Comcast makes $66 billion bid for Disney

MUMBAI: Cable television powerhouse Comcast Corporation today announced that it has made a proposal to The Walt Disney Company to merge the two companies in a tax-free transaction worth $ 66 billion.

The combination would create of the world's largest by far media behemoth that will have a capitalisation of $142.37 billion. The merged entity would constitute a media monster that would literally dwarf its next closest media rival, Time Warner, which has a market cap of $80.74 billion.

The proposed deal would give Comcast shareholders a 58 per cent stake in the merged company, which Comcast president-CEO Brian Roberts, said would be in a position to "compete vigorously with other entertainment and communications companies, including newly created integrated distribution/content providers."

The offer, couldn't have come at a worse time for Disney chairman Michael Eisner who has enough on his plate fighting a flanking attack by Roy Disney, nephew of founder Walt Disney, who is leading a group of disgruntled shareholders demanding his ouster. Disney's case has been further strengthened by the broadside delivered by Pixar chief Steve Job when his animation company announced it was parting ways with the Little Big Mouse.

In his public offer to acquire Disney, Roberts said Eisner rebuffed an offer made earlier this week and consequently is taking the proposal "directly to you and your board."

The terms of the proposed transaction are as follows:

* Comcast would issue 0.78 of a share of Comcast Class A voting common stock for each Disney share.

* Disney shareholders would receive a premium of over $5 billion, based on yesterday's closing prices, plus full participation in the combination benefits.

* Comcast's proposal values Disney at $66 billion (which includes assumption of $11.9 billion of Disney's net debt), offering a multiple of approximately 14x Disney's 2004 estimated EBITDA.

* Disney shareholders would own 42% of the combined company.

"This is a unique opportunity for all shareholders of Comcast and Disney to create a new leader of the entertainment and communications industry," said Comcast president and CEO Brian L Roberts. "Not only would this merger create significant shareholder value, but it would also position the combined company to compete vigorously with other entertainment and communications companies, including newly created integrated distribution/content providers."

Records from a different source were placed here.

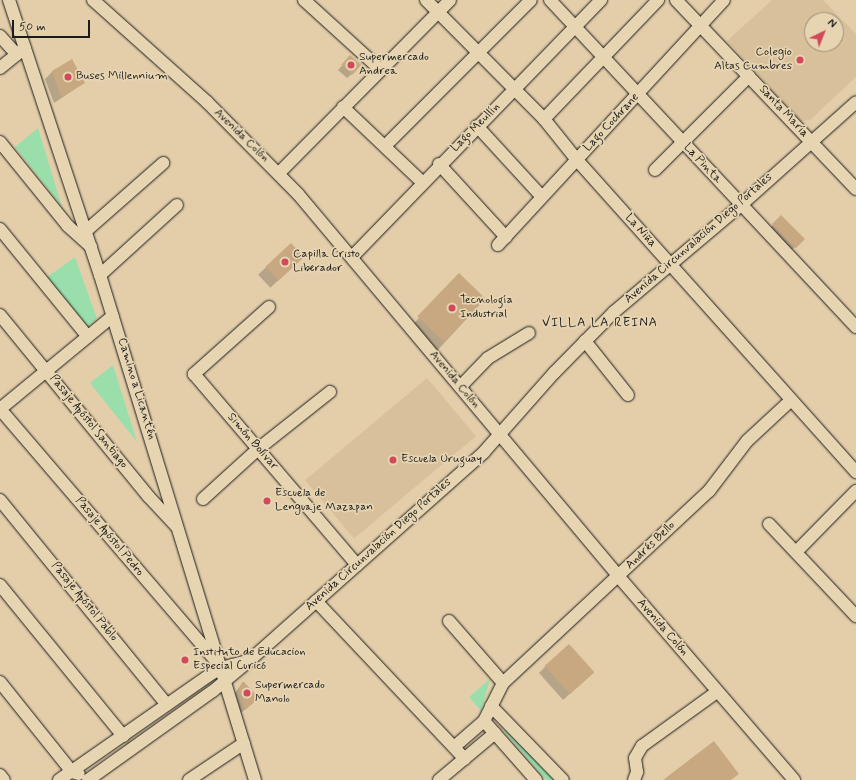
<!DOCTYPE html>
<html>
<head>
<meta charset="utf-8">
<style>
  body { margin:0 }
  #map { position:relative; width:856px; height:780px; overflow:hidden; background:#e4ceaa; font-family:Mynerve,sans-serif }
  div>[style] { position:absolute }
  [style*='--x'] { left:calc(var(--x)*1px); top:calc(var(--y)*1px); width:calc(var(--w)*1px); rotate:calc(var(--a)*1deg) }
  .built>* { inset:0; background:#d7c09a; transform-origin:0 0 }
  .green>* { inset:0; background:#9adfab }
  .shadow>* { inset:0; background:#0003; transform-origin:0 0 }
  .building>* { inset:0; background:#c7a880; transform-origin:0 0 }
  .roads { filter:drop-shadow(0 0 1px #1c1c1c) drop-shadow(0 0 1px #1c1c1c) }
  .minor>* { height:12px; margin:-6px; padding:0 6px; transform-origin:6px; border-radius:6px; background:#e7d5b2 }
  .dots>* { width:11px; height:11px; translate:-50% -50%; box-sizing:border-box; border:2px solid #e7d5b2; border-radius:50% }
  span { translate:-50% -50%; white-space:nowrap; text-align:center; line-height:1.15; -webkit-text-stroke:3.5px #e7d5b2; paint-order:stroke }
  .poi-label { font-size:12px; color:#1c1c1c }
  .right { translate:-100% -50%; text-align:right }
  .left { translate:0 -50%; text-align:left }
  .street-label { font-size:12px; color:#1c1c1c }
  .neighbourhood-label { font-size:13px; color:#1c1c1c; letter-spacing:1px }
  .north { position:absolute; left:804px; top:12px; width:40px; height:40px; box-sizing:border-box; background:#e7d5b2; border:1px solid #968b76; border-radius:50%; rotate:43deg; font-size:11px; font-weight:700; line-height:16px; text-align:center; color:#1c1c1c }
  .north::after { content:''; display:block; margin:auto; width:14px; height:18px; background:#d1495b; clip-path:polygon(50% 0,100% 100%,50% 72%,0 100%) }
  .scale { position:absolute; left:12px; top:20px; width:78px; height:18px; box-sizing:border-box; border:2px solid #1c1c1c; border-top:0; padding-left:5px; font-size:12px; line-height:14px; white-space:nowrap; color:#1c1c1c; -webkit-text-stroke:3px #e7d5b2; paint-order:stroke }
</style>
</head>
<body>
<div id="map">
  <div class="built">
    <i style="clip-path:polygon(evenodd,772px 0,823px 0,856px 34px,856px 77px,810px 120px,801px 121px,727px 41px,772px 0,812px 20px,836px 20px,836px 44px,812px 44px,812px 20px)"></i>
    <i style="left:427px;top:378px;width:76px;height:159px;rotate:50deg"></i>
  </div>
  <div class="green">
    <i style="clip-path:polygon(38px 128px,62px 207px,15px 147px)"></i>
    <i style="clip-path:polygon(75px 257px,97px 319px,86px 328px,47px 277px)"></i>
    <i style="clip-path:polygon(113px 365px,137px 442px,90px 383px)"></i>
    <i style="clip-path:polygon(490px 679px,481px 711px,469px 697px)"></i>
    <i style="clip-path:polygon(508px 728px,556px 780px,546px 780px,504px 731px)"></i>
  </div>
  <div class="shadow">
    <i style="clip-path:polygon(350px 57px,352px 74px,347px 78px,338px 70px)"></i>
    <i style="clip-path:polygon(52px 72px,84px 83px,54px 103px,45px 79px)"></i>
    <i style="left:781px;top:217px;width:31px;height:17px;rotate:45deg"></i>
    <i style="left:291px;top:244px;width:18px;height:45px;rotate:47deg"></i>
    <i style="clip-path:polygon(449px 284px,485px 299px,434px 354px,410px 328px)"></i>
    <i style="clip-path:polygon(546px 666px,586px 679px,563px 700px,539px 673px)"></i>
    <i style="clip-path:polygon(243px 682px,254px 702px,241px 713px,235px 693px)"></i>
  </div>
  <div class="building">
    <i style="left:350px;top:55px;width:15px;height:13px;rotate:42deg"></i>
    <i style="clip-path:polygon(72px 59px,85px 83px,61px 97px,52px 71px)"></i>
    <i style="left:781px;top:215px;width:34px;height:13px;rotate:45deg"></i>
    <i style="left:291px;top:243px;width:19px;height:35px;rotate:47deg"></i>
    <i style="left:459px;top:273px;width:37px;height:60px;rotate:44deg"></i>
    <i style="left:569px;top:644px;width:38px;height:33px;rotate:48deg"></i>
    <i style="clip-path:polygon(243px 681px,259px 698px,245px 710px,239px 688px)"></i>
    <i style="clip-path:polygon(714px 741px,739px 774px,731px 780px,663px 780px)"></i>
  </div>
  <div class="roads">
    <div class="minor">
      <i style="--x:9;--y:0;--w:290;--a:71.7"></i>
      <i style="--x:100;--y:275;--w:528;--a:72.94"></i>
      <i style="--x:93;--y:0;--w:153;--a:41.8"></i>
      <i style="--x:207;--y:102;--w:129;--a:45.3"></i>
      <i style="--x:298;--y:194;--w:500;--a:50"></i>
      <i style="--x:619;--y:577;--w:268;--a:49.2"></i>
      <i style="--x:304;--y:0;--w:104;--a:42.3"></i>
      <i style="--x:426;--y:0;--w:168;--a:45.2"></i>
      <i style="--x:544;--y:119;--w:53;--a:51.2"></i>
      <i style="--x:577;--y:160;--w:419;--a:48.2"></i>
      <i style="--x:550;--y:0;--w:448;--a:46.9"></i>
      <i style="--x:676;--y:0;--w:261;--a:46.4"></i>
      <i style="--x:0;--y:36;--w:25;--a:48"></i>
      <i style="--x:0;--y:68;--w:32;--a:-39"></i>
      <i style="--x:343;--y:107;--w:109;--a:43.5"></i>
      <i style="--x:544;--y:119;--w:165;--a:-46.2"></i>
      <i style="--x:477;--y:126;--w:96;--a:47.5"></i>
      <i style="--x:0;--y:142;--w:108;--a:51"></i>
      <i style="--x:68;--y:226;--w:31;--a:42"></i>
      <i style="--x:385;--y:146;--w:206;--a:-45"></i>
      <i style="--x:439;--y:164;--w:99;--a:47.5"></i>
      <i style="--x:655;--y:170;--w:133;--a:-45"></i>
      <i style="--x:279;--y:173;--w:243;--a:-45.3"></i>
      <i style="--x:0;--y:229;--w:139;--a:50.8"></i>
      <i style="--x:86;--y:231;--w:103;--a:-41.4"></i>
      <i style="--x:498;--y:245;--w:333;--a:-47.3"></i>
      <i style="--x:352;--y:257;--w:358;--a:-45.9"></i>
      <i style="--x:100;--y:275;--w:104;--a:-42.3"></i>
      <i style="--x:269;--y:307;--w:101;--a:138.2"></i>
      <i style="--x:194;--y:374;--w:251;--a:49.5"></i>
      <i style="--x:0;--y:315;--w:235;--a:50.7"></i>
      <i style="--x:149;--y:497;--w:40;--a:47"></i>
      <i style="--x:585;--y:341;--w:69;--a:51.5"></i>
      <i style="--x:460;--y:387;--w:40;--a:-46"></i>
      <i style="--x:488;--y:358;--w:48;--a:-31.4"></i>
      <i style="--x:0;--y:409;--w:333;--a:49.4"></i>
      <i style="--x:0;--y:409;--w:146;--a:-39.5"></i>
      <i style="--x:203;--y:499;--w:74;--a:-42.3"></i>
      <i style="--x:258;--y:449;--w:92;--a:-38.4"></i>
      <i style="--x:0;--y:500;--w:264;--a:50.8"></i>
      <i style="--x:769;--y:524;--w:127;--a:46.6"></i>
      <i style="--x:796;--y:552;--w:86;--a:-45.5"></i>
      <i style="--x:0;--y:585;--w:195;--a:50.8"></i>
      <i style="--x:316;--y:601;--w:217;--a:46.7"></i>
      <i style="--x:449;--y:621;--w:82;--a:48.9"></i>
      <i style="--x:0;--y:682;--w:115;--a:51.3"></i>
      <i style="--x:72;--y:772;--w:7;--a:16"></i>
      <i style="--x:491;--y:706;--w:103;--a:45.8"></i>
      <i style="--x:484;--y:721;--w:79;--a:48.6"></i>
      <i style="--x:454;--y:747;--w:40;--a:-41"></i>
      <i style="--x:484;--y:721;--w:42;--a:-63.4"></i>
      <i style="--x:503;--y:683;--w:282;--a:-43"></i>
      <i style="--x:709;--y:491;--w:63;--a:-52.8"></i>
      <i style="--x:747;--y:441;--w:59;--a:-42.9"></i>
      <i style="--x:0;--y:775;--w:6;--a:51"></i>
      <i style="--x:59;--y:780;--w:182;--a:-34.9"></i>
      <i style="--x:208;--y:676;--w:15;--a:-32"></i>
      <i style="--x:221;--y:668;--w:27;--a:-15"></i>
      <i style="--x:88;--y:780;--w:153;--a:-35.5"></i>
      <i style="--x:213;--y:691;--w:48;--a:-40"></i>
      <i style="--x:250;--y:660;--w:313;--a:-41.6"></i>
      <i style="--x:484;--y:452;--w:106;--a:-48.5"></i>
      <i style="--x:554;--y:373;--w:86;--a:-45.5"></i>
      <i style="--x:614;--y:312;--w:166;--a:-40.1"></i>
      <i style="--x:741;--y:205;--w:154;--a:-41.8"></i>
      <i style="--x:189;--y:780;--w:66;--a:-33.9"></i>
      <i style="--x:439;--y:780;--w:73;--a:-40"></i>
      <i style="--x:634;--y:780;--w:9;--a:-69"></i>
      <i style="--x:637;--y:772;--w:14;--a:-98"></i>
      <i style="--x:635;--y:758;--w:14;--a:-60"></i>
      <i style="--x:642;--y:746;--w:92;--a:-35.8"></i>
    </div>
  </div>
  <div class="dots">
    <i style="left:800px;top:60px;background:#d1495b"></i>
    <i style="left:351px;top:65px;background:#d1495b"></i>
    <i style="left:68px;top:77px;background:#d1495b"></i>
    <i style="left:285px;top:262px;background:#d1495b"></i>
    <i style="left:452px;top:308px;background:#d1495b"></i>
    <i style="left:393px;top:460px;background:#d1495b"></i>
    <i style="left:267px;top:501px;background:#d1495b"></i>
    <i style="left:185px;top:660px;background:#d1495b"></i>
    <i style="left:247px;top:693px;background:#d1495b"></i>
  </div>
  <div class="poi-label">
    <span class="right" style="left:792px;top:60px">Colegio<br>Altas Cumbres</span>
    <span class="left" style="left:359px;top:65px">Supermercado<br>Andrea</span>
    <span class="left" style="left:76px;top:77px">Buses Millennium</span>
    <span class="left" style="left:293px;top:262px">Capilla Cristo<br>Liberador</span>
    <span class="left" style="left:460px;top:308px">Tecnología<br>Industrial</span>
    <span class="left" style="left:401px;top:460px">Escuela Uruguay</span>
    <span class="left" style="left:275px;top:501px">Escuela de<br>Lenguaje Mazapan</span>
    <span class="left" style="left:193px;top:660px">Instituto de Educacion<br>Especial Curicó</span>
    <span class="left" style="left:255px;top:693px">Supermercado<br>Manolo</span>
  </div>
  <div class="street-label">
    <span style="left:783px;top:112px;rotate:47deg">Santa María</span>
    <span style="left:612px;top:123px;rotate:-47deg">Lago Cochrane</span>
    <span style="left:476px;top:128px;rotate:-45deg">Lago Meullín</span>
    <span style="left:241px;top:136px;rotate:44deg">Avenida Colón</span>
    <span style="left:702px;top:164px;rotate:47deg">La Pinta</span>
    <span style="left:640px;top:231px;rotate:48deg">La Niña</span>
    <span style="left:699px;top:239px;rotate:-41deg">Avenida Circunvalación Diego Portales</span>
    <span style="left:454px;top:380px;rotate:50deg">Avenida Colón</span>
    <span style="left:136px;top:389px;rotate:73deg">Camino a Licantén</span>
    <span style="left:88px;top:422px;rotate:51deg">Pasaje Apóstol Santiago</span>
    <span style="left:252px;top:442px;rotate:49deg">Simón Bolívar</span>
    <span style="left:109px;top:537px;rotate:50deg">Pasaje Apóstol Pedro</span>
    <span style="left:379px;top:545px;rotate:-42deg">Avenida Circunvalación Diego Portales</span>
    <span style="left:651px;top:546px;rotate:-44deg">Andrés Bello</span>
    <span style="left:84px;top:602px;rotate:51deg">Pasaje Apóstol Pablo</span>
    <span style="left:662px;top:628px;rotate:49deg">Avenida Colón</span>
  </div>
  <div class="neighbourhood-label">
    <span style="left:600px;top:323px">VILLA LA REINA</span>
  </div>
  <div class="north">N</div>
  <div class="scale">50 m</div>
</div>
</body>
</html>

"Our management team has a proven track record of successful integration of our merger partners," said Roberts. "We are prepared, ready and excited to greet the opportunities and challenges the proposed combination presents in order to deliver substantial value to shareholders of the new combined company."

Comcast Cable president Steve Burke added, "I know Disney's businesses very well. And I am confident that when we put those great brands and programming assets together with our distribution, there will be significant opportunities to produce compelling returns for shareholders."

An official release informs that the superior track record of Comcast's management is shown by its success in the acquisition of AT&T Broadband, which was twice the size of Comcast when acquired fifteen months ago. Performance of the merged company has far exceeded initial margin improvement expectations. The combination has resulted in immediate reversal of basic subscriber loss and acceleration of system upgrades, as well as significant launches of new products and services such as video-on-demand and HDTV.

As part of the proposal, Comcast has noted the applicability of the FCC's current program access and program carriage rules to the combined company, which should address potential concerns that could be raised in the regulatory process. Those rules ensure that the combined company will continue to make all of its satellite-delivered national and regional cable networks available on a non-exclusive, non-discriminatory basis and that there will be no discrimination against unaffiliated programming services, all comparable to the undertakings made by News Corp. in its recent acquisition of DirecTV.

The distribution platforms under the combined company would be the Broadband Cable Platform with a total of 21.47 MM subscribers, 39.8 MM homes passed, top 25 market presence and also a High Speed Internet Platform with a subscriber base of 5.28 MM. The TV and radio assets of companies will include the ABC Television Network, 10 local TV stations and 72 radio stations.

Under the entertainment brands of the two companies fall, ESPN, ESPN2, Regional Sports Nets, The Golf Channel and the Outdoor Life Network in the sports networks. Under the children's networks fall the Disney Channel and Toon Disney; while E! Entertainment, ABC Family and Style fall under the entertainment networks of the two companies. Also Studio and Filmed Entertainment Library and Amusement Park Assets add to the infrastructure of the two companies.

Comcast is being advised by Morgan Stanley, JPMorgan, Quadrangle Group and Rohatyn Associates. Davis Polk & Wardwell is the legal advisor to Comcast.

Of course, even if Disney shareholders approve the offer (which is likely to be fiercely resisted by Eisner and his supporters), the deal would face scrutiny from the regulatory authorities.